> [What to do]: Print exactly what appears from the line containing "Map reading. Read" through the final line of the data below, pictures excluded.

> [Records shown]:
_ _ _ _ _ _ _

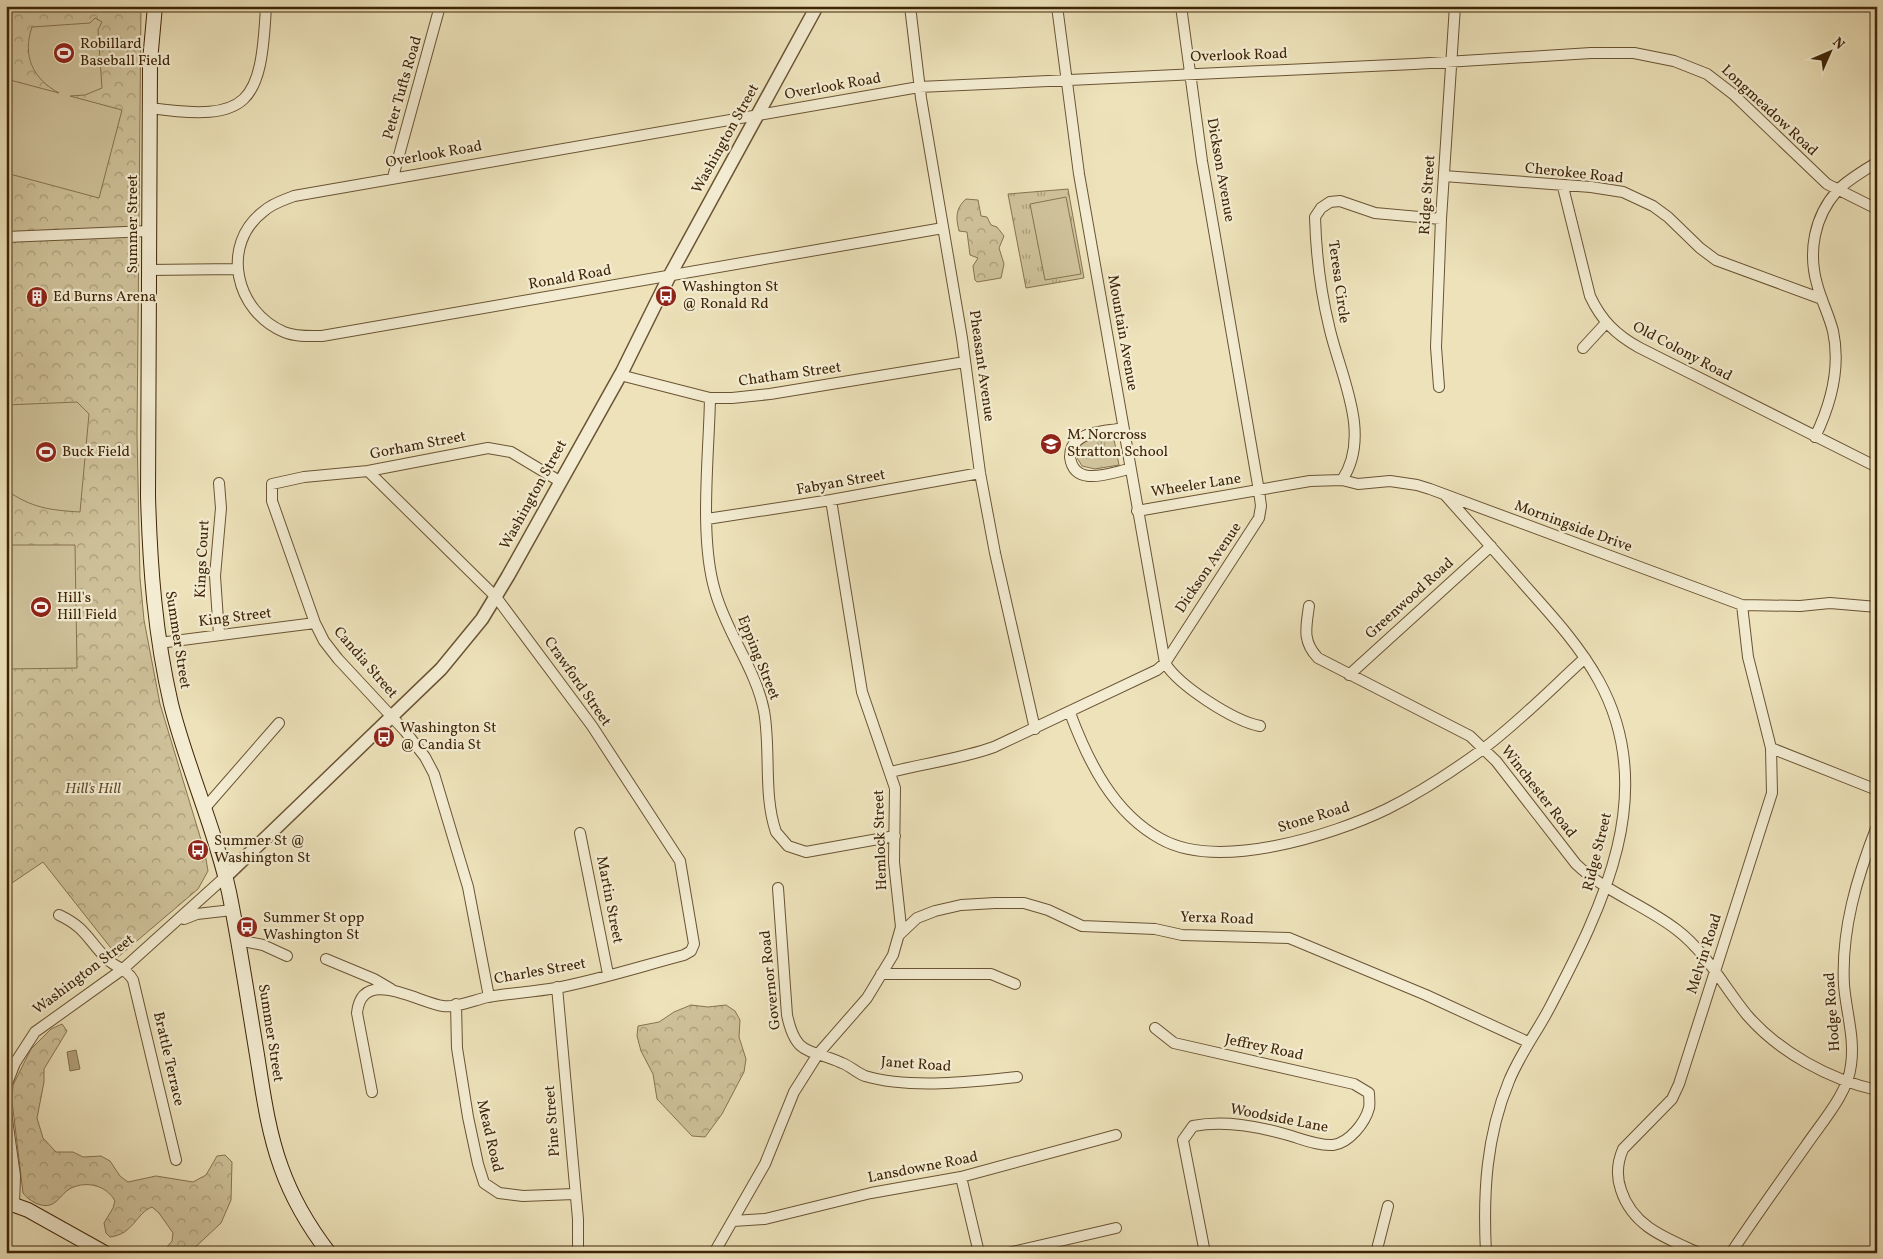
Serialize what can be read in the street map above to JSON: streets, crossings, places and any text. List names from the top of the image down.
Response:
{
  "streets": {
    "main road": ["Summer Street"],
    "street": [
      "Overlook Road",
      "Peter Tufts Road",
      "Longmeadow Road",
      "Washington Street",
      "Dickson Avenue",
      "Cherokee Road",
      "Ridge Street",
      "Ronald Road",
      "Teresa Circle",
      "Mountain Avenue",
      "Old Colony Road",
      "Pheasant Avenue",
      "Chatham Street",
      "Gorham Street",
      "Fabyan Street",
      "Wheeler Lane",
      "Morningside Drive",
      "Kings Court",
      "Greenwood Road",
      "King Street",
      "Epping Street",
      "Candia Street",
      "Crawford Street",
      "Winchester Road",
      "Stone Road",
      "Hemlock Street",
      "Martin Street",
      "Yerxa Road",
      "Melvin Road",
      "Charles Street",
      "Governor Road",
      "Hodge Road",
      "Jeffrey Road",
      "Brattle Terrace",
      "Janet Road",
      "Woodside Lane",
      "Pine Street",
      "Mead Road",
      "Lansdowne Road"
    ]
  },
  "crossings": [
    ["Overlook Road", "Peter Tufts Road"],
    ["Overlook Road", "Longmeadow Road"],
    ["Overlook Road", "Washington Street"],
    ["Overlook Road", "Dickson Avenue"],
    ["Overlook Road", "Ridge Street"],
    ["Overlook Road", "Ronald Road"],
    ["Overlook Road", "Mountain Avenue"],
    ["Overlook Road", "Pheasant Avenue"],
    ["Longmeadow Road", "Ridge Street"],
    ["Washington Street", "Summer Street"],
    ["Washington Street", "Ronald Road"],
    ["Washington Street", "Chatham Street"],
    ["Washington Street", "Gorham Street"],
    ["Washington Street", "Candia Street"],
    ["Washington Street", "Crawford Street"],
    ["Washington Street", "Brattle Terrace"],
    ["Dickson Avenue", "Mountain Avenue"],
    ["Dickson Avenue", "Pheasant Avenue"],
    ["Dickson Avenue", "Wheeler Lane"],
    ["Dickson Avenue", "Morningside Drive"],
    ["Dickson Avenue", "Stone Road"],
    ["Dickson Avenue", "Hemlock Street"],
    ["Cherokee Road", "Ridge Street"],
    ["Cherokee Road", "Old Colony Road"],
    ["Ridge Street", "Teresa Circle"],
    ["Ridge Street", "Morningside Drive"],
    ["Ridge Street", "Greenwood Road"],
    ["Ridge Street", "Winchester Road"],
    ["Ridge Street", "Stone Road"],
    ["Ridge Street", "Yerxa Road"],
    ["Summer Street", "King Street"],
    ["Ronald Road", "Pheasant Avenue"],
    ["Teresa Circle", "Morningside Drive"],
    ["Mountain Avenue", "Wheeler Lane"],
    ["Pheasant Avenue", "Chatham Street"],
    ["Pheasant Avenue", "Fabyan Street"],
    ["Chatham Street", "Epping Street"],
    ["Gorham Street", "Candia Street"],
    ["Gorham Street", "Crawford Street"],
    ["Fabyan Street", "Epping Street"],
    ["Fabyan Street", "Hemlock Street"],
    ["Wheeler Lane", "Morningside Drive"],
    ["Morningside Drive", "Melvin Road"],
    ["Kings Court", "King Street"],
    ["Greenwood Road", "Winchester Road"],
    ["King Street", "Candia Street"],
    ["Epping Street", "Hemlock Street"],
    ["Candia Street", "Charles Street"],
    ["Crawford Street", "Charles Street"],
    ["Winchester Road", "Stone Road"],
    ["Winchester Road", "Melvin Road"],
    ["Winchester Road", "Hodge Road"],
    ["Hemlock Street", "Yerxa Road"],
    ["Hemlock Street", "Governor Road"],
    ["Hemlock Street", "Janet Road"],
    ["Hemlock Street", "Lansdowne Road"],
    ["Martin Street", "Charles Street"],
    ["Charles Street", "Pine Street"],
    ["Charles Street", "Mead Road"],
    ["Governor Road", "Janet Road"],
    ["Jeffrey Road", "Woodside Lane"],
    ["Pine Street", "Mead Road"]
  ],
  "parks": ["Hill's Hill"],
  "places": {
    "sports": ["Robillard Baseball Field", "Buck Field", "Hill's Hill Field"],
    "bus stop": [
      "Washington St @ Ronald Rd",
      "Washington St @ Candia St",
      "Summer St @ Washington St",
      "Summer St opp Washington St"
    ],
    "building": ["Ed Burns Arena"],
    "school or university": ["M. Norcross Stratton School"]
  },
  "north": "top right"
}
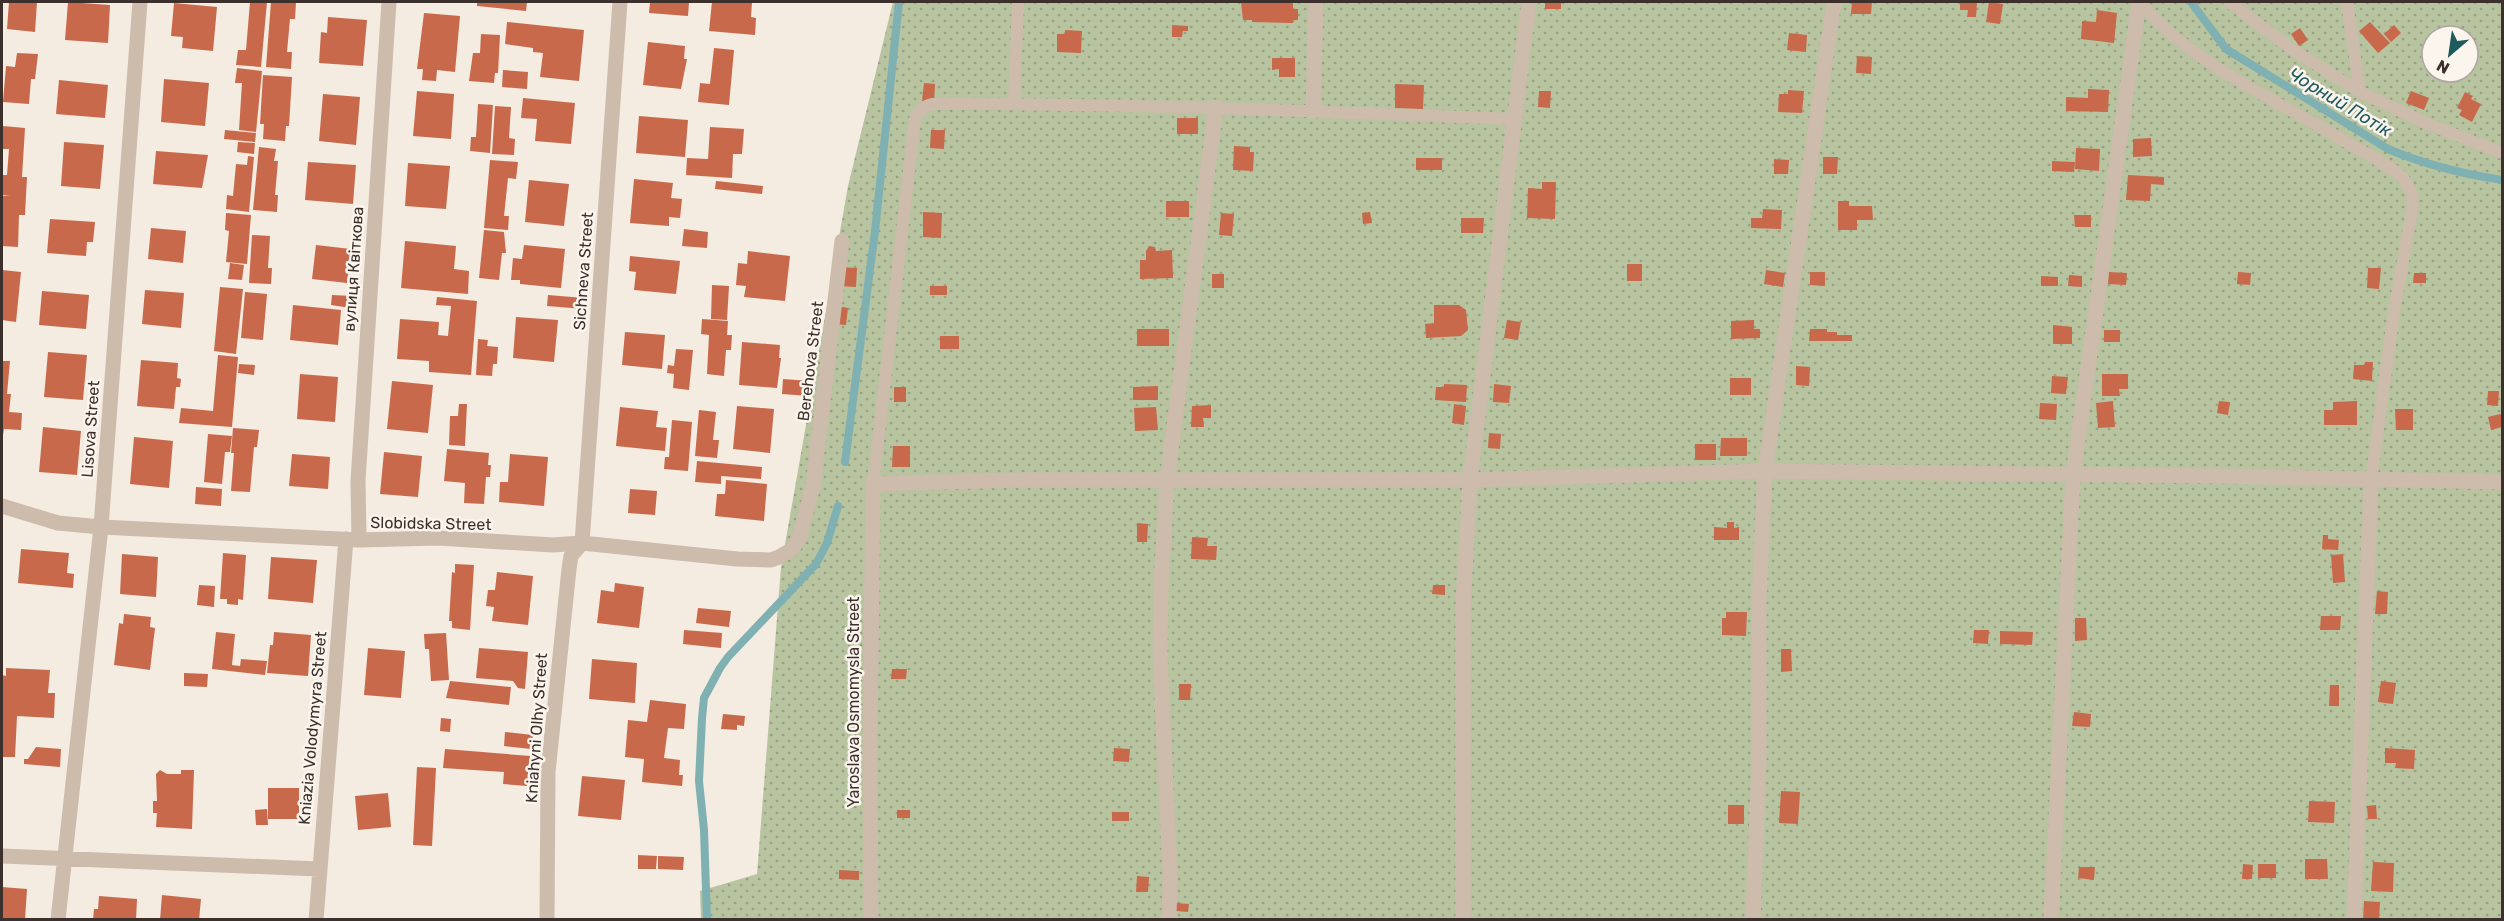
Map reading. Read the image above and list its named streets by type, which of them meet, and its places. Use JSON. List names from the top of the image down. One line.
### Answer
{"streets":{"street":["вулиця Квіткова","Sichneva Street","Berehova Street","Lisova Street","Slobidska Street","Yaroslava Osmomysla Street","Kniazia Volodymyra Street","Kniahyni Olhy Street"]},"crossings":[["вулиця Квіткова","Slobidska Street"],["вулиця Квіткова","Kniazia Volodymyra Street"],["Sichneva Street","Slobidska Street"],["Sichneva Street","Kniahyni Olhy Street"],["Berehova Street","Slobidska Street"],["Lisova Street","Slobidska Street"],["Slobidska Street","Kniazia Volodymyra Street"],["Slobidska Street","Kniahyni Olhy Street"]],"water":["Чорний Потік"],"north":"bottom left"}
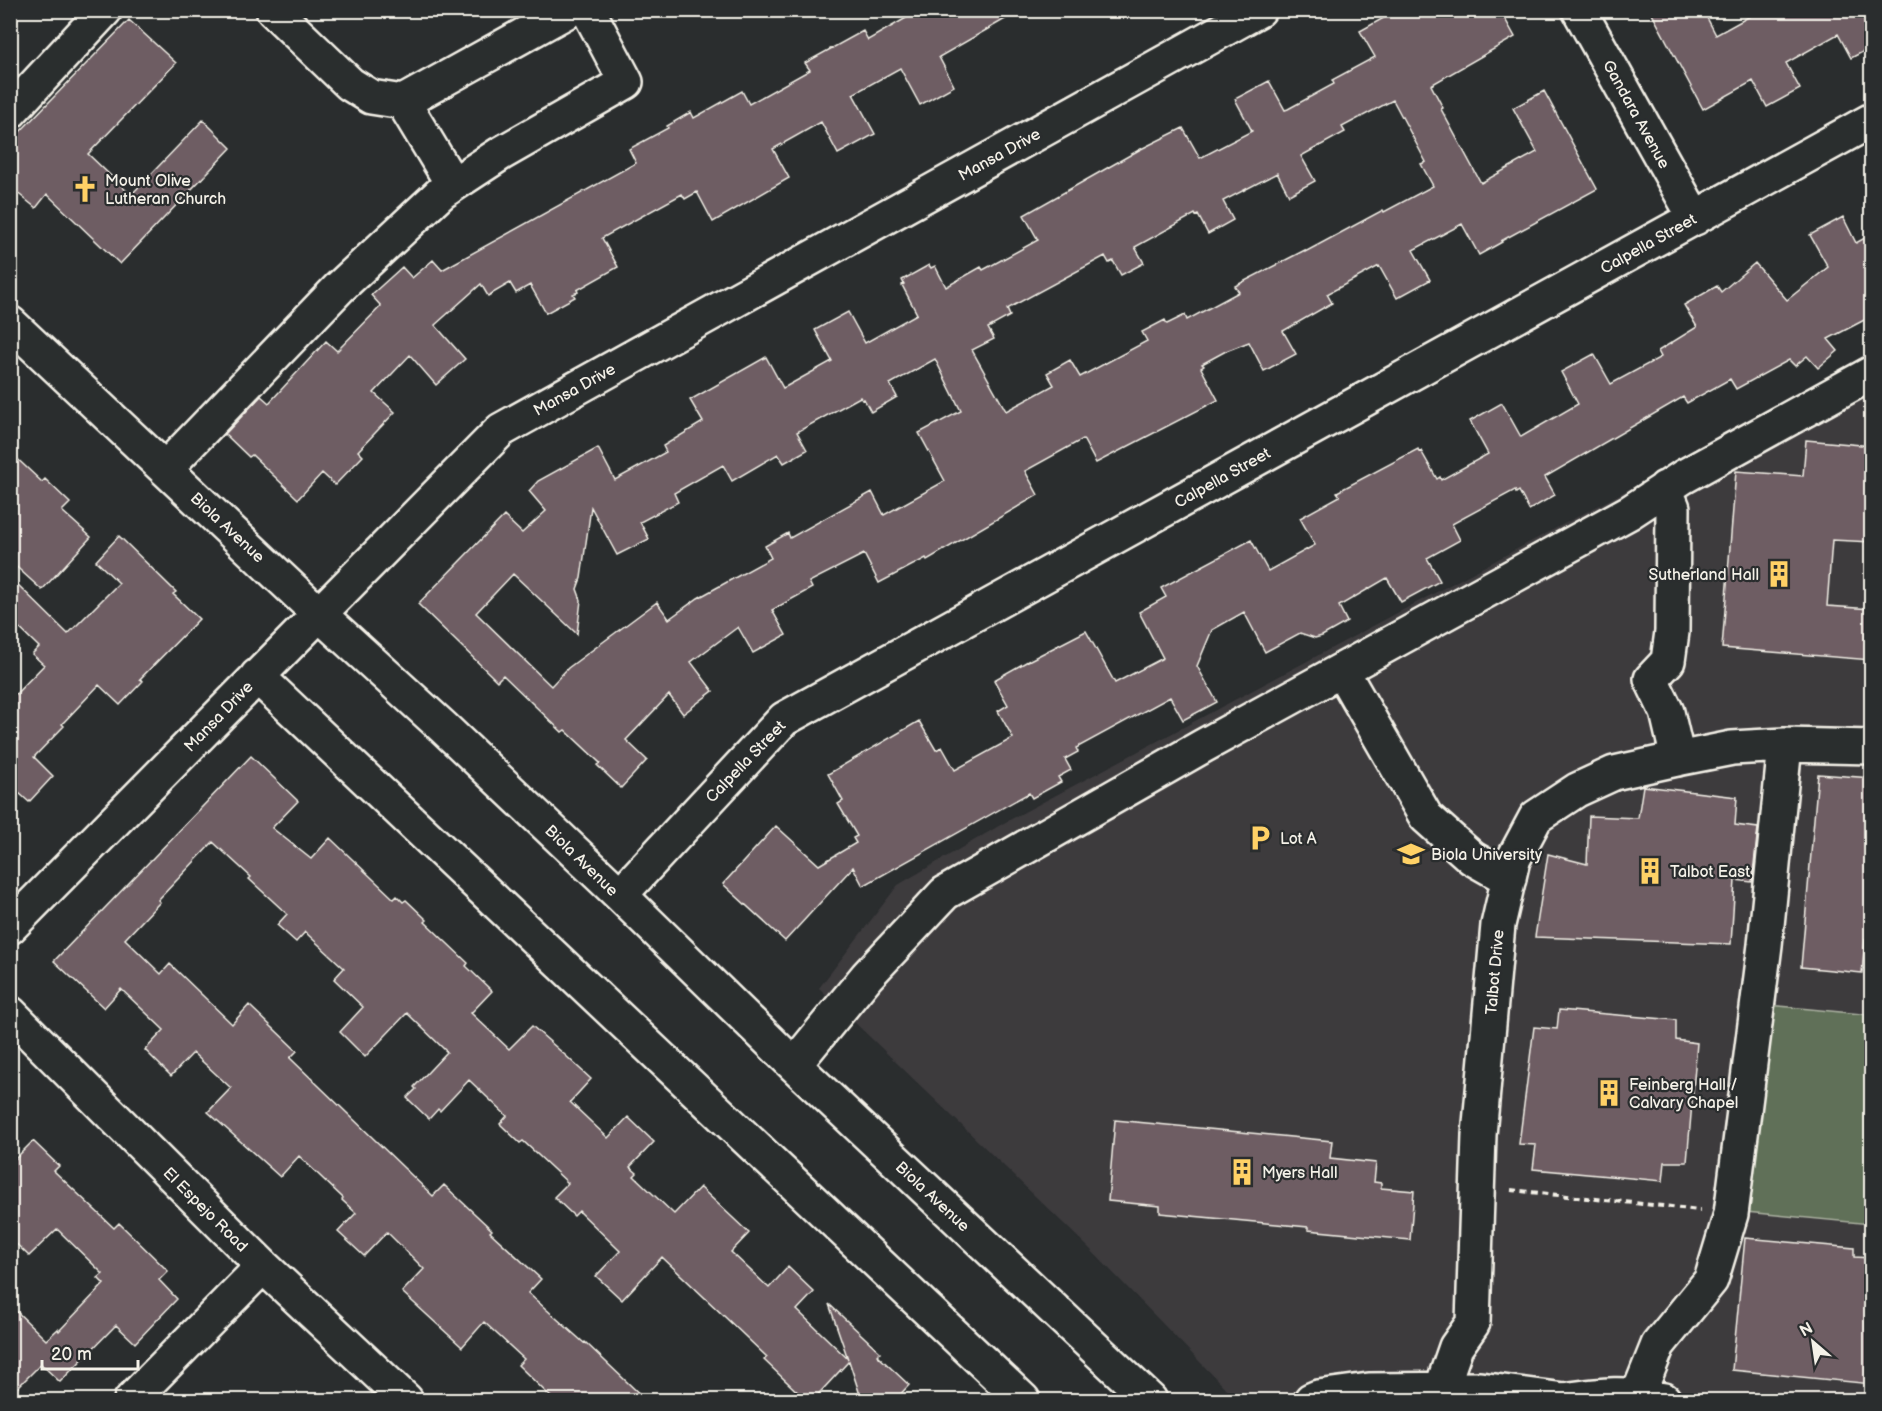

_ _ _ _ _ _ _

> [Reply]:
Map reading. Read the image above and list its named streets by type, which of them meet, and its places. Use JSON. List names from the top of the image down. One line.
### Answer
{"streets":{"street":["вулиця Квіткова","Sichneva Street","Berehova Street","Lisova Street","Slobidska Street","Yaroslava Osmomysla Street","Kniazia Volodymyra Street","Kniahyni Olhy Street"]},"crossings":[["вулиця Квіткова","Slobidska Street"],["вулиця Квіткова","Kniazia Volodymyra Street"],["Sichneva Street","Slobidska Street"],["Sichneva Street","Kniahyni Olhy Street"],["Berehova Street","Slobidska Street"],["Lisova Street","Slobidska Street"],["Slobidska Street","Kniazia Volodymyra Street"],["Slobidska Street","Kniahyni Olhy Street"]],"water":["Чорний Потік"],"north":"bottom left"}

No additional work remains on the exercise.